2018年02月02日

今週の注目感染症 平成30年・4週(1月22日~1月28日)


1類感染症
・患者発生の報告はありませんでした。

2類感染症
・結核の報告が8例ありました。このうち潜在性結核感染症の報告は5例です。

3類感染症
・患者発生の報告はありませんでした。

4類感染症
・患者発生の報告はありませんでした。

5類感染症(全数把握対象疾患)
・劇症型溶血性レンサ球菌感染症の報告が盛岡市から1例ありました。

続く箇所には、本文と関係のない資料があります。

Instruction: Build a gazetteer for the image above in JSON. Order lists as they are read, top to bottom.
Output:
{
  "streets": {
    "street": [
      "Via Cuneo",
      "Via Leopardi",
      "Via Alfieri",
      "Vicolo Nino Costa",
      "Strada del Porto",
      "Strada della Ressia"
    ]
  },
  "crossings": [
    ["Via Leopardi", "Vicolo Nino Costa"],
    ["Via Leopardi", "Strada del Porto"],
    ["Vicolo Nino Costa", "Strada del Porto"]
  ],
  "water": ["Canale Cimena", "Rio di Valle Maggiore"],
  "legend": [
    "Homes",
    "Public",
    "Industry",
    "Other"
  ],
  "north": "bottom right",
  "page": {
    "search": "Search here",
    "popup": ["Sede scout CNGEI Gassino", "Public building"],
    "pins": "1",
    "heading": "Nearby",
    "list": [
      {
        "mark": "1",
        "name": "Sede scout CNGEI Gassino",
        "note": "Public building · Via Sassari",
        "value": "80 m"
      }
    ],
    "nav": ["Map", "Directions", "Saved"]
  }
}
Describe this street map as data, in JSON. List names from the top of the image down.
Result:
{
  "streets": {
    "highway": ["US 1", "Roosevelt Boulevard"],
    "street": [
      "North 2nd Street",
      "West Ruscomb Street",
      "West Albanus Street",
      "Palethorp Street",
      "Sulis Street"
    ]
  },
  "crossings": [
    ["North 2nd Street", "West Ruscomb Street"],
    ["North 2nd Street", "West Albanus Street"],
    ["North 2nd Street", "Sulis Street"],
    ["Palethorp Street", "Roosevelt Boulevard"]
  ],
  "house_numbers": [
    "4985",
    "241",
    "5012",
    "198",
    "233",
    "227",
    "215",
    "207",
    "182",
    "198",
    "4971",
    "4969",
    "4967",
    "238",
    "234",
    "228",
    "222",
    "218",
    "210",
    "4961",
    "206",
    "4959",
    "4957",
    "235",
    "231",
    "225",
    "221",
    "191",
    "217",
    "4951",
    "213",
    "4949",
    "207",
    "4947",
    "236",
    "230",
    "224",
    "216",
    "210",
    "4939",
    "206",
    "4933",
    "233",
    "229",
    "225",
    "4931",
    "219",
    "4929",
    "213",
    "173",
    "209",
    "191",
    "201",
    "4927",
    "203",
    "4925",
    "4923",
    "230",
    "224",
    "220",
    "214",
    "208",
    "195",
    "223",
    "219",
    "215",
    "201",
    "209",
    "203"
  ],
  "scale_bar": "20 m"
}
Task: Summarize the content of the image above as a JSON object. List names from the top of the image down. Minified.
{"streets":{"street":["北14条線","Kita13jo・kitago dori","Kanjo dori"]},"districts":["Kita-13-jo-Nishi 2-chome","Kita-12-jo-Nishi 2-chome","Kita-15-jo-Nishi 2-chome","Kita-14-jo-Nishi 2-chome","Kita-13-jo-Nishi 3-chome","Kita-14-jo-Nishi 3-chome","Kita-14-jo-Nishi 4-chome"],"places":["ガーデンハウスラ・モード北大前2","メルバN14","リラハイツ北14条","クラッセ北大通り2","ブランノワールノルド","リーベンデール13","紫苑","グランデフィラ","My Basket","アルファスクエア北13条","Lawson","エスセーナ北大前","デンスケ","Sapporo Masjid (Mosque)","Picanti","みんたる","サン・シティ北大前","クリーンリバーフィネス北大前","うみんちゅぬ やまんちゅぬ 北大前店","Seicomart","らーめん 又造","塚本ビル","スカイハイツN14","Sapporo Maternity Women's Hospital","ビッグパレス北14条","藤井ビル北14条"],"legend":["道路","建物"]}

患者は70歳代の女性です。

5類感染症(定点把握対象疾患)
・インフルエンザは県内すべての地区で警報値(定点当たり患者数30人)を超えました。
この週は5~14歳の割合が増加しており、学校等の休業措置も相次いでいます。
また、医療機関からの報告では今シーズンはA型よりもB型が多い状況が続いています。
一度かかった人がその後、別の型にかかることもあるので、注意が必要です。
症状がある場合は無理をして学校や職場に行かず、早めに受診することが勧められます。
発症後3~7日間はウイルスを排出すると言われていることから、
熱が下がった後もマスクの着用をはじめとした咳エチケットを継続することが重要です。

・溶連菌咽頭炎は盛岡市及び二戸地区で警報値(同8人)を超えました。
肺炎や腎炎などの合併症を引き起こすこともあるので、治療の際は医師の処方に従い抗菌薬を飲みきることが必要です。
予防には手洗いやうがいの励行と、患者との濃厚接触を避けることが重要です。

5類感染症(定点把握対象疾患)
・インフルエンザは、全県で定点あたり患者数35.40人と警報値(30人)を超え、本格的な流行シーズンに入りました。
7地区で警報値を超え、その他3地区も警報値に近い報告数となっています。
冬休みが終わり、学校等休業措置の報告が急増し、14歳以下の割合が前週より増加しています。
また、60歳以上の割合も多く、老人福祉施設等での感染予防対策が重要です。
予防には外出後の手洗いや、症状がある場合には早めに受診し、咳エチケット等で周りへの感染を防ぐ配慮も重要です。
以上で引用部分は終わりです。